The records appear below. Repeat them exactly.

Saved data entries:
=== Section Start ===

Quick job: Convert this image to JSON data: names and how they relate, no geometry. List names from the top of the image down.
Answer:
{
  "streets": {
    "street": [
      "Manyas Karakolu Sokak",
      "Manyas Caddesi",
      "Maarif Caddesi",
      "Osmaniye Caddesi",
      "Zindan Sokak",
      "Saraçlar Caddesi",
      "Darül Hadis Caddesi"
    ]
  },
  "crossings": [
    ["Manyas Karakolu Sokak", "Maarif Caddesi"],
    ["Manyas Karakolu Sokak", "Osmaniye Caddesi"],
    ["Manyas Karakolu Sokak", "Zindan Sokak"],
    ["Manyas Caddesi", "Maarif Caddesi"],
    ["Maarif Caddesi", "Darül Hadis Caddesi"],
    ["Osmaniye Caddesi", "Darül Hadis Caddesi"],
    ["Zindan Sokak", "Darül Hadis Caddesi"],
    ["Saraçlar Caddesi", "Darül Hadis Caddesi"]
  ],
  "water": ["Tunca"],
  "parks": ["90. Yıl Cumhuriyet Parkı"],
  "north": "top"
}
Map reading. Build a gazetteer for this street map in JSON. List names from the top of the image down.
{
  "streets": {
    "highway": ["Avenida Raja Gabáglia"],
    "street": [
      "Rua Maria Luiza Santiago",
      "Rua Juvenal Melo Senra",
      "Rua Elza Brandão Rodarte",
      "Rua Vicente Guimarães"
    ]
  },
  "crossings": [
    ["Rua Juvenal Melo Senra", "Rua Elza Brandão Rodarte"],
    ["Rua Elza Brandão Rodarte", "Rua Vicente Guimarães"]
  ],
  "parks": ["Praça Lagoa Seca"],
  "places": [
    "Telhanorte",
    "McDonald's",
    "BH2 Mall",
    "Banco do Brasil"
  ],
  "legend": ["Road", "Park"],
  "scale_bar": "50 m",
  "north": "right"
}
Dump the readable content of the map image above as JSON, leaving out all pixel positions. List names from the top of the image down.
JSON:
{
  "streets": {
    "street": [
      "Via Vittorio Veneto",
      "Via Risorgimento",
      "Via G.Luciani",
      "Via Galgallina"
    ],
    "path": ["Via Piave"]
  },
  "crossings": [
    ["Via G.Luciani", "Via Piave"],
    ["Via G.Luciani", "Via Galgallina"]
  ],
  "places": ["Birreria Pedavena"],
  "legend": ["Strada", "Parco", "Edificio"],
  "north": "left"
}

=== Section End ===

* [RESPONSE TO THIS EXERCISE]:
Quick job: Convert this image to JSON data: names and how they relate, no geometry. List names from the top of the image down.
Answer:
{
  "streets": {
    "street": [
      "Manyas Karakolu Sokak",
      "Manyas Caddesi",
      "Maarif Caddesi",
      "Osmaniye Caddesi",
      "Zindan Sokak",
      "Saraçlar Caddesi",
      "Darül Hadis Caddesi"
    ]
  },
  "crossings": [
    ["Manyas Karakolu Sokak", "Maarif Caddesi"],
    ["Manyas Karakolu Sokak", "Osmaniye Caddesi"],
    ["Manyas Karakolu Sokak", "Zindan Sokak"],
    ["Manyas Caddesi", "Maarif Caddesi"],
    ["Maarif Caddesi", "Darül Hadis Caddesi"],
    ["Osmaniye Caddesi", "Darül Hadis Caddesi"],
    ["Zindan Sokak", "Darül Hadis Caddesi"],
    ["Saraçlar Caddesi", "Darül Hadis Caddesi"]
  ],
  "water": ["Tunca"],
  "parks": ["90. Yıl Cumhuriyet Parkı"],
  "north": "top"
}
Map reading. Build a gazetteer for this street map in JSON. List names from the top of the image down.
{
  "streets": {
    "highway": ["Avenida Raja Gabáglia"],
    "street": [
      "Rua Maria Luiza Santiago",
      "Rua Juvenal Melo Senra",
      "Rua Elza Brandão Rodarte",
      "Rua Vicente Guimarães"
    ]
  },
  "crossings": [
    ["Rua Juvenal Melo Senra", "Rua Elza Brandão Rodarte"],
    ["Rua Elza Brandão Rodarte", "Rua Vicente Guimarães"]
  ],
  "parks": ["Praça Lagoa Seca"],
  "places": [
    "Telhanorte",
    "McDonald's",
    "BH2 Mall",
    "Banco do Brasil"
  ],
  "legend": ["Road", "Park"],
  "scale_bar": "50 m",
  "north": "right"
}
Dump the readable content of the map image above as JSON, leaving out all pixel positions. List names from the top of the image down.
JSON:
{
  "streets": {
    "street": [
      "Via Vittorio Veneto",
      "Via Risorgimento",
      "Via G.Luciani",
      "Via Galgallina"
    ],
    "path": ["Via Piave"]
  },
  "crossings": [
    ["Via G.Luciani", "Via Piave"],
    ["Via G.Luciani", "Via Galgallina"]
  ],
  "places": ["Birreria Pedavena"],
  "legend": ["Strada", "Parco", "Edificio"],
  "north": "left"
}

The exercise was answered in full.